Literatura

A nova força avassaladora da escrita

Em Flores Azuis, Carola Saavedra aposta no poder modificador da palavra

Ubiratan Brasil
A concentração monástica é o melhor recurso encontrado por Carola Saavedra para escrever seus livros em um período não tão longo. Foi assim com o primeiro romance, Toda Terça, produzido durante um ano sabático em Berlim, na Alemanha. Aconteceu o mesmo com o seguinte, Flores Azuis, articulado durante um momento em que ela descartou viagens, cancelou compromissos, evitou encontros literários.

"Foi um trabalho mais forte porque, dessa vez, eu estruturei todo o livro mentalmente antes de começar a escrever", conta Carola que, além de ter nascido no Chile, viveu também na Alemanha, Espanha e França, alternância que facilitou sua visão sobre a questão do estrangeiro. "Eu sentia a necessidade de tomar um rumo diferente do utilizado na criação de Toda Terça, que é um romance marcado especialmente pela ausência, até pela covardia.
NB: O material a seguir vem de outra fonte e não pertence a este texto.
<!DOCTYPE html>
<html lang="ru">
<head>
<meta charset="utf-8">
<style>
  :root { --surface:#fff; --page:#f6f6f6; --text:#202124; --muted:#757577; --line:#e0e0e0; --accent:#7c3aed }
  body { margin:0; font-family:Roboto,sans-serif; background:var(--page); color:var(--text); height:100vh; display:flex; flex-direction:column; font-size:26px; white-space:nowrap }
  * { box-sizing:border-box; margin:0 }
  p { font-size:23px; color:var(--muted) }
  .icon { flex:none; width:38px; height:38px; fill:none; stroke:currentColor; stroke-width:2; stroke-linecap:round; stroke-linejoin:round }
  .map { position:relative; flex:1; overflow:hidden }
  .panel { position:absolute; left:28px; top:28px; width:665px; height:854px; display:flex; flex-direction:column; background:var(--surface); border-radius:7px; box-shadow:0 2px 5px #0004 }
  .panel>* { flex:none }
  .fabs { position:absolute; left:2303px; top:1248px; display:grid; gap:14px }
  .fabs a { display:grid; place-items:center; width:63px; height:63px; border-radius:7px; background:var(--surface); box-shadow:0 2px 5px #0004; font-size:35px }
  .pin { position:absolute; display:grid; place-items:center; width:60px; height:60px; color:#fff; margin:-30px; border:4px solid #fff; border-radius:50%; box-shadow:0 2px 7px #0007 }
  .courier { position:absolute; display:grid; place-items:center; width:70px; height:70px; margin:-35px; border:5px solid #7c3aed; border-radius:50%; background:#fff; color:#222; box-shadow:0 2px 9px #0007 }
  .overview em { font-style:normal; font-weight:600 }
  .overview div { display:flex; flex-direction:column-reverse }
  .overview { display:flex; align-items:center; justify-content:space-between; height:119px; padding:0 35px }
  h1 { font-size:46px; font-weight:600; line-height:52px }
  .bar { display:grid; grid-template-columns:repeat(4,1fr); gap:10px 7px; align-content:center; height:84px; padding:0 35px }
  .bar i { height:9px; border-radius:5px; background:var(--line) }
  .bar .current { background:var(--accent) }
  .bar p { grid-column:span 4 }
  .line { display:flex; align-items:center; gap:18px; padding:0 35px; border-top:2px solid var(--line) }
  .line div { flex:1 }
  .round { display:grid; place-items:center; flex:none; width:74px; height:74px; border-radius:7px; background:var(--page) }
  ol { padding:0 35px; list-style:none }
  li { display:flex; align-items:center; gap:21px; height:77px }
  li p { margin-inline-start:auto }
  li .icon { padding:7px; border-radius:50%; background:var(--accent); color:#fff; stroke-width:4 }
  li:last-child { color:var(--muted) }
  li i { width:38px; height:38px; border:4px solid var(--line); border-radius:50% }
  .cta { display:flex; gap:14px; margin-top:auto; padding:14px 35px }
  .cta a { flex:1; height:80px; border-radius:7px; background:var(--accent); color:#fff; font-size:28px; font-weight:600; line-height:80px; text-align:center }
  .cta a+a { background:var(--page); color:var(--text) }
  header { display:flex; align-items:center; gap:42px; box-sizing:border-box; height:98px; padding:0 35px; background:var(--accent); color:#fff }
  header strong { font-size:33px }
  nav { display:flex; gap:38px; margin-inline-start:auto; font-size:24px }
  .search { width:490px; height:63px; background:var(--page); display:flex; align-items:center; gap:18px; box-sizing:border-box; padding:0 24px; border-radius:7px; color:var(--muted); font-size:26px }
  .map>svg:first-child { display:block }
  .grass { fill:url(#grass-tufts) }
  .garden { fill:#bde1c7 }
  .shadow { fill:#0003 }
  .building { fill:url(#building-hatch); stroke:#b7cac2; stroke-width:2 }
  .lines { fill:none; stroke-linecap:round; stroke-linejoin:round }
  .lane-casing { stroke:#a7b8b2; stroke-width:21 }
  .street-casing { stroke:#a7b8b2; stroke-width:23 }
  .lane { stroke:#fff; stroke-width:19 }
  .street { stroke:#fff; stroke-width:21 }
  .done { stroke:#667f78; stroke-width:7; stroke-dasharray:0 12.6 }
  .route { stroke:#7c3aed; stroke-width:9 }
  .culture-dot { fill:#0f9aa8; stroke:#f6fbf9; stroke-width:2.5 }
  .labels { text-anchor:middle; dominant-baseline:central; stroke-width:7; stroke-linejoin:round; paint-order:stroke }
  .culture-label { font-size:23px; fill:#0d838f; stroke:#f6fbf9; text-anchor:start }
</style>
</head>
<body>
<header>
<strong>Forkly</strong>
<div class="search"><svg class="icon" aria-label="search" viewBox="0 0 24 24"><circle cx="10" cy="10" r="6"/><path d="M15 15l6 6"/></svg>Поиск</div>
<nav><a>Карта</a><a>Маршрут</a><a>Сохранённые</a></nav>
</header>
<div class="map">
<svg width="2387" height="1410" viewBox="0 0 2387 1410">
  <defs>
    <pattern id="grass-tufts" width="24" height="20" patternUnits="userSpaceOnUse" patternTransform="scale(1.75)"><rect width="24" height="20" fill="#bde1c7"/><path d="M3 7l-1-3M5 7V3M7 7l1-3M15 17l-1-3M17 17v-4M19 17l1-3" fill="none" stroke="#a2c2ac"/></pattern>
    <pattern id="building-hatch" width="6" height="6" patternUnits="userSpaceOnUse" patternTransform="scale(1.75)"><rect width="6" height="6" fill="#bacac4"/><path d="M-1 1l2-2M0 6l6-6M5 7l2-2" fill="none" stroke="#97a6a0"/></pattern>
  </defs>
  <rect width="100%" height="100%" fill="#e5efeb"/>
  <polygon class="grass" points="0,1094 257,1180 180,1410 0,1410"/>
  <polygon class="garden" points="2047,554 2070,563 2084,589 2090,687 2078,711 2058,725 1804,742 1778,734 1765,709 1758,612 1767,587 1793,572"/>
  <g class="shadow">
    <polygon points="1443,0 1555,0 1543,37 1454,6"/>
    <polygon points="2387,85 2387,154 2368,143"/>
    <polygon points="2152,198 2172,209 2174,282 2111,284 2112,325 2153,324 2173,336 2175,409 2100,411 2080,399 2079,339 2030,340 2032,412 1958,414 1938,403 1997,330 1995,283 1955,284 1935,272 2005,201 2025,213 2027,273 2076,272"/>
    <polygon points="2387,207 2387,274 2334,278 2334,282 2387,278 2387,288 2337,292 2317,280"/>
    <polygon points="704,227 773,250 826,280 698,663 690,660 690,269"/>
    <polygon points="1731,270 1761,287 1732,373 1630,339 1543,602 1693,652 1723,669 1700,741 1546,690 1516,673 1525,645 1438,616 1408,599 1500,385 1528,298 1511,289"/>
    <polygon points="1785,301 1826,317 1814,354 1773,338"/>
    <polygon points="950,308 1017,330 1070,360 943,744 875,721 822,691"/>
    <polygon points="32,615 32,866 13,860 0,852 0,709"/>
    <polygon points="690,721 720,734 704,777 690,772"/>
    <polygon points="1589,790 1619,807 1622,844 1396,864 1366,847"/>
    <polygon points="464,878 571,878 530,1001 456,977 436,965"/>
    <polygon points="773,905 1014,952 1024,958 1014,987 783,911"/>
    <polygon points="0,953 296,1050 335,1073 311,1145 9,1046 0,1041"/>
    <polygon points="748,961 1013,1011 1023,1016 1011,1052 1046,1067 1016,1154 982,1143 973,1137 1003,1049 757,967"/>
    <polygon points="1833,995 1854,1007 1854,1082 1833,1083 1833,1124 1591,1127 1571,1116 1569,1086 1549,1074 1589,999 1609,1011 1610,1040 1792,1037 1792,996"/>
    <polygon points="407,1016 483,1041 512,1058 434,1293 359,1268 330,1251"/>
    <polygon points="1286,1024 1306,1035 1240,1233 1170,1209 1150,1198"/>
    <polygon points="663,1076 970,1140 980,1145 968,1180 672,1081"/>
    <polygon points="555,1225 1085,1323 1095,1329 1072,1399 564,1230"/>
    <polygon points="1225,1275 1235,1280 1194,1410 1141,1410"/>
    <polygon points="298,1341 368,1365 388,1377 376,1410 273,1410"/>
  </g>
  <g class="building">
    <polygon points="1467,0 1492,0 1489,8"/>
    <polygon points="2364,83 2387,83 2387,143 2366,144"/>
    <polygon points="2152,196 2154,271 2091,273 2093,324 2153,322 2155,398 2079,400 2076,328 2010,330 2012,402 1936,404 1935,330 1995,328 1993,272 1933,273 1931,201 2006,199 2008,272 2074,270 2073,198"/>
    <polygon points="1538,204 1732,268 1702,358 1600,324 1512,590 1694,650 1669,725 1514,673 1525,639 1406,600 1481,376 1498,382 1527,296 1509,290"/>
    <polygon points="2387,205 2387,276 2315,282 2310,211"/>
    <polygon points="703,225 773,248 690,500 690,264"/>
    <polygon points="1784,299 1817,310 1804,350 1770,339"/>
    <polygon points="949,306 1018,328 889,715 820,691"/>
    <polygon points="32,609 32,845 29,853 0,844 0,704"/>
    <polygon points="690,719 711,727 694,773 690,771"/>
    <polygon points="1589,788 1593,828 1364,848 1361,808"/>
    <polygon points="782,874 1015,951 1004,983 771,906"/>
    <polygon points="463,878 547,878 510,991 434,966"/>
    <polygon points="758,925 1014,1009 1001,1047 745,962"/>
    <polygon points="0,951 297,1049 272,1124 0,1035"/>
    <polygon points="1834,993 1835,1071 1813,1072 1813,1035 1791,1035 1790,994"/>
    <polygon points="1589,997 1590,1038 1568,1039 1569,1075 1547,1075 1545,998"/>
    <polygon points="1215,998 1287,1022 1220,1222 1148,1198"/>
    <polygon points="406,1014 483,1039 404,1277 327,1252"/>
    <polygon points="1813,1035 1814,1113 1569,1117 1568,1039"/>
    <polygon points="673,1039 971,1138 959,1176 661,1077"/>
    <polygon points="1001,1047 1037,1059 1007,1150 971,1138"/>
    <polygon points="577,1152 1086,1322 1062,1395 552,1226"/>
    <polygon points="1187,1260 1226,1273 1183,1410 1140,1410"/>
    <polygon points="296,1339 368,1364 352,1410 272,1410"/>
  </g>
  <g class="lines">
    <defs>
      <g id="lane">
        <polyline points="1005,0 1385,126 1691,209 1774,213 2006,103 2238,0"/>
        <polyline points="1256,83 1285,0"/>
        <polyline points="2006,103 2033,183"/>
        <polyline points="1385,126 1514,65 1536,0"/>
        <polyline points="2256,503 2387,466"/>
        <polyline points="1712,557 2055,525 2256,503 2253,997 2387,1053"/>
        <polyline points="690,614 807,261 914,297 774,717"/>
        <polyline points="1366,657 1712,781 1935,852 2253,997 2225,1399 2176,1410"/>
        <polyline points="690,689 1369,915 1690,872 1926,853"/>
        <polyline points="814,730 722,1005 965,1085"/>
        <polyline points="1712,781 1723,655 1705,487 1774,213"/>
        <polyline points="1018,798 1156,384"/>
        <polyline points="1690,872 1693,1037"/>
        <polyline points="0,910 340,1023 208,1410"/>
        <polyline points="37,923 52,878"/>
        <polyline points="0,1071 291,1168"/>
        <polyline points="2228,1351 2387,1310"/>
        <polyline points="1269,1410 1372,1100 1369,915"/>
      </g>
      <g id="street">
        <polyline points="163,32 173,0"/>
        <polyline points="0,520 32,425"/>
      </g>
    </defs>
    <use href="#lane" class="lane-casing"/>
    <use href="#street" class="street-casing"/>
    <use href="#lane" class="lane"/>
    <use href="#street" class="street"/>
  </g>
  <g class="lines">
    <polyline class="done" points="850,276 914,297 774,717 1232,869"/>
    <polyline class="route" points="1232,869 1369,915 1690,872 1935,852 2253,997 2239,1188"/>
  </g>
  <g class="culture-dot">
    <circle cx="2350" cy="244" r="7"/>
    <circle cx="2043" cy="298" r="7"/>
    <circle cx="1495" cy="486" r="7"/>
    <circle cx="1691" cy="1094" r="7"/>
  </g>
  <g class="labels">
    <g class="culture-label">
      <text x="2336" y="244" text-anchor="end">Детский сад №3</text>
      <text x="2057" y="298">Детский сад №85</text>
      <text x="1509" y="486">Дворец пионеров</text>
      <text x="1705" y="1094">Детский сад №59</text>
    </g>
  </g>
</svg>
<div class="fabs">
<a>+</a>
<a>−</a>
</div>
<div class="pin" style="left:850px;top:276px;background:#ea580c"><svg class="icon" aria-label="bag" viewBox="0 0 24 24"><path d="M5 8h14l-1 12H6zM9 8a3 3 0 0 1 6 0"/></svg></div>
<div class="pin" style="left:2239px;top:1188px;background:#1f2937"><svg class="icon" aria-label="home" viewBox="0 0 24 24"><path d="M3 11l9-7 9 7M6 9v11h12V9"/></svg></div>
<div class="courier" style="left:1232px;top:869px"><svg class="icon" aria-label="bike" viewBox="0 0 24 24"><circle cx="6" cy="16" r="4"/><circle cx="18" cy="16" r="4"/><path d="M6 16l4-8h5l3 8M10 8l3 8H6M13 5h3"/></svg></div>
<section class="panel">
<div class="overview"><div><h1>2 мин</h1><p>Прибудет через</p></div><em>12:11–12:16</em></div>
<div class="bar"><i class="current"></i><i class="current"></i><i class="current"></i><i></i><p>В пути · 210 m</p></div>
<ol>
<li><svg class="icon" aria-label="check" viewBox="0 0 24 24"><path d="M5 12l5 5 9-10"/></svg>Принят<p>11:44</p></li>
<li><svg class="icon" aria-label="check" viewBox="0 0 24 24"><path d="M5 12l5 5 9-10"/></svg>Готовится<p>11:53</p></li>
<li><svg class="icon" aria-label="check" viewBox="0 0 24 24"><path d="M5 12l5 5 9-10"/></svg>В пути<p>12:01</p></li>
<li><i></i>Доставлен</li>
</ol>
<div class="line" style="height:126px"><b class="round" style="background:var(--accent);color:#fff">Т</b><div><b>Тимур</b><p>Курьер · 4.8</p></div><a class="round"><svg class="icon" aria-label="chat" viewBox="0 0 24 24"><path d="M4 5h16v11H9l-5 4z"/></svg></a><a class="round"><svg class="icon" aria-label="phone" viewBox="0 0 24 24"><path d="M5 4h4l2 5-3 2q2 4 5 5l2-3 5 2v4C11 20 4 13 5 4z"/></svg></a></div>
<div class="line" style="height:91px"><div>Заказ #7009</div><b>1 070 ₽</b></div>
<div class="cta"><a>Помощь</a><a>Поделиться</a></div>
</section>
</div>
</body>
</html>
Assim, Flores Azuis começou com a idéia de valorizar o extremo do amor, de pessoas que se jogam de cabeça em uma relação."
Outra intenção da autora era tratar da sedução da escrita e da literatura. Daí a opção por uma forma de comunicação, a correspondência em papel, que foi rebaixada a um segundo plano com o surgimento de alternativas tecnológicas, como a internet. "A autora das cartas, A., não poderia utilizar o e-mail, por exemplo, pois, além da linguagem ser diferente (não é poética, ao contrário: é mais direta, muitas vezes desprovida de emoção), há a questão da perenidade - enquanto uma carta normalmente é guardada, o correio eletrônico é muitas vezes rapidamente descartado."E é por meio da correspondência que A. quer reconquistar o amante, da mesma forma que, sem saber, hipnotiza Marcos. Curiosamente, é a partir do extravio de correspondência, que talvez não seja tão acidental como parece à primeira vista, constrói-se uma trama virtual que une os caminhos da misteriosa A. e do perplexo protagonista. "Ela seduz a pessoa errada pelos motivos errados", observa Carola. "Ao mesmo tempo, tem a necessidade de fixar o passado, mesmo que ele não ajude a modificar o presente."
Desse entendimento cruzado, surge outra qualidade da narrativa: além da construção engenhosa do texto, que impõe uma prosa refinada, desponta ainda a valorização do não-dito, ou seja, as intenções propostas por A. que são entendidas de forma diferente por Marcos. "Tentei criar um vão entre o que pretende dizer o escritor e o entendimento de quem lê."
Com isso, Carola oferece as pistas para a construção do leitor ideal, ou seja, aquele sujeito que permite a escrita entrar em sua vida, modificando-a, clareando caminhos antes dispersos e impenetráveis. Um trabalho que ela persegue em sua curta mas elogiável carreira. Afinal, em seu livro de estréia, Do Lado de Fora (7Letras), Carola criou contos que retratam a fragilidade do relacionamento em uma sociedade cada vez mais afetada pela velocidade do viver, incentivando o egocentrismo, a perversidade e a busca pelo prazer imediato.
Em Toda Terça, que vai ser adaptado para o teatro (veja no quadro ao lado), o que novamente se destaca na história é o que não é dito, aquelas sensações que os personagens apenas sugerem e que possibilitam ao leitor construir aquele quebra-cabeça mental - a linearidade do romance não atrai a escritora.
Carola lançou-se também em outro desafio, novamente bem sucedido: além de alternar formas distintas de linguagem, seu romance traz discursos diferentes, criados por um homem e uma mulher. As pequenas particularidades que diferenciam um e outro são revelados sem distorções, ou seja, sem que a fala seja exageradamente masculina ou feminina. "Venho de uma família de homens: tenho quatro irmãos, cuja convivência me permitiu observar atitudes, falas, pensamentos", explica. "Foi o que ajudou, por exemplo, a demonstrar as dificuldades de Marcos em ajudar na criação da filha, Manuela, que vive com a ex-mulher. A paternidade nem sempre é bem aceita pelos homens."
Carola sabe que toda ficção é mentira; mas é uma mentira que deve soar como verdadeira. Ao começar a escrever, o autor deve encontrar também um estilo, o que o obriga a passar por esse período de procura. Nem sempre o alvo é atingido na primeira flechada - enquanto em Mosquitões (um de seus primeiros romances) a escrita beira o medíocre, em O Som e a Fúria, William Faulkner encontra o estilo labiríntico e majestoso que irá caracterizá-lo. Carola, no entanto, a julgar pelo que já oferece, segue em uma tranqüila linha reta. (Caderno 2)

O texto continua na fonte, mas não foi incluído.